1.4.3 实际约束示例：Pen-in-Holder 任务

以项目自带的 vlm_query/pen/ 缓存为例，GPT-4o 为指令 "reorient the white pen and drop it upright into the black pen holder" 生成了以下约束：

Stage 1: 抓取 (stage1_subgoal_constraints.txt)

def stage1_subgoal_constraint1(end_effector, keypoints):
    """Align the end-effector with the white pen's grasping point (keypoint 1)."""
    grasp_point = keypoints[1]                        # 笔的中间部位
    cost = np.linalg.norm(end_effector - grasp_point) # 欧氏距离
    return cost                                        # ≤ 0 时满足

数学解读： $f_1(\mathbf{x}_{ee}) = \|\mathbf{x}_{ee} - \mathbf{k}_1\|_2$ 。这是一个以关键点 $\mathbf{k}_1$ 为中心的球形代价场。当 $\mathbf{x}_{ee}$ 精确位于 $\mathbf{k}_1$ 时， $f_1 = 0$ （约束满足）。

Stage 2: 翻转使笔竖直 (stage2_subgoal_constraints.txt)

def stage2_subgoal_constraint1(end_effector, keypoints):
    """Ensure the white pen is upright by aligning the vector 
    from keypoint 0 to keypoint 1 with the z-axis."""
    pen_vector = keypoints[1] - keypoints[0]          # 笔的方向向量
    z_axis = np.array([0, 0, 1])                      # 世界坐标系 z 轴
    cost = np.linalg.norm(np.cross(pen_vector, z_axis))  # 叉积的模
    return cost

数学解读：令 $\vec{v} = \mathbf{k}_1 - \mathbf{k}_0$ （笔的方向向量），则：

$f_2 = \|\vec{v} \times \hat{z}\|_2 = \|\vec{v}\| \cdot |\sin\theta|$

其中 $\theta$ 是 $\vec{v}$ 与 $z$ 轴的夹角。当笔完全竖直时（ $\theta = 0$ 或 $\pi$ ）， $\sin\theta = 0$ ，约束满足。
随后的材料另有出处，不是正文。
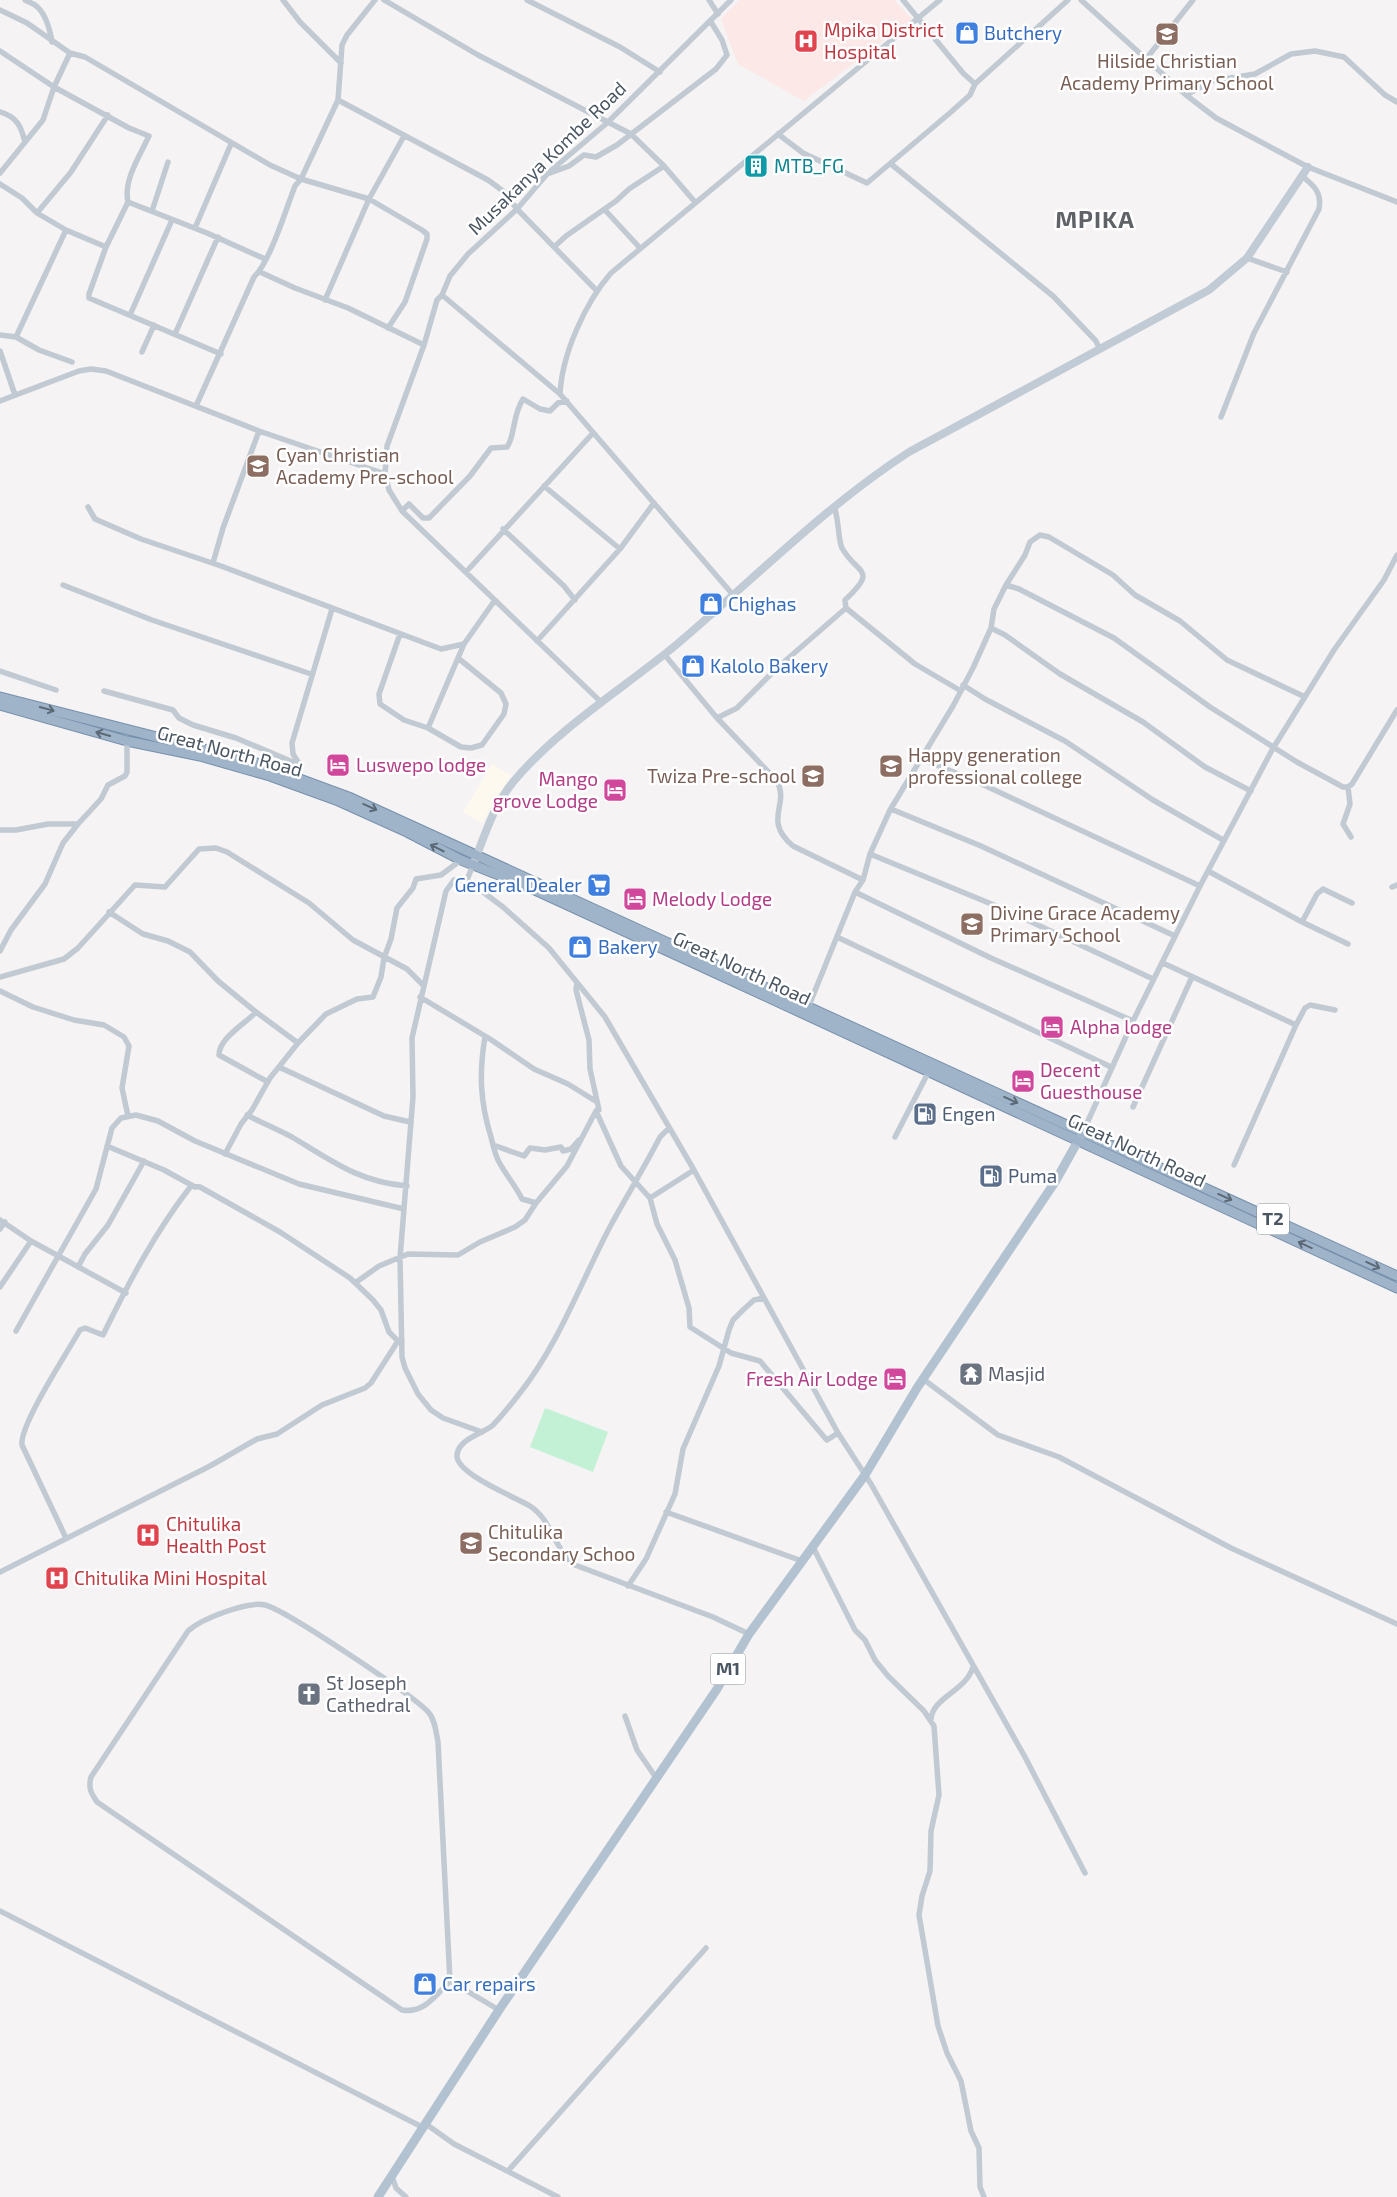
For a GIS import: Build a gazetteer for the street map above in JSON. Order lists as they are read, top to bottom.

为什么用叉积而不是点积？ 叉积的模 $= \|\vec{v}\| |\sin\theta|$ ，在 $\theta = 0$ 附近是平滑递减的。而 $1 - \cos\theta$ 在 $\theta = 0$ 附近斜率为 0（平坦），不利于梯度优化。

Stage 2: 路径约束——保持抓取 (stage2_path_constraints.txt)

def stage2_path_constraint1(end_effector, keypoints):
    """The robot must still be grasping the white pen (keypoint 1)."""
    return get_grasping_cost_by_keypoint_idx(1)
    # 内部逻辑：return -env.is_grasping(keypoint_obj) + 1
    # 抓着 → 返回 0（满足），没抓 → 返回 1（违反）

Subgoal vs Path 约束的区别：

Subgoal 约束：只在阶段结束时检查（"最终状态"约束）

Path 约束：在阶段整个过程中持续检查（"过程中"约束）

例如 Stage 2 中，"笔竖直"是 subgoal（只需最终竖直），"保持抓取"是 path（全程都要抓着）。

Stage 3: 插入笔筒 (stage3_subgoal_constraints.txt)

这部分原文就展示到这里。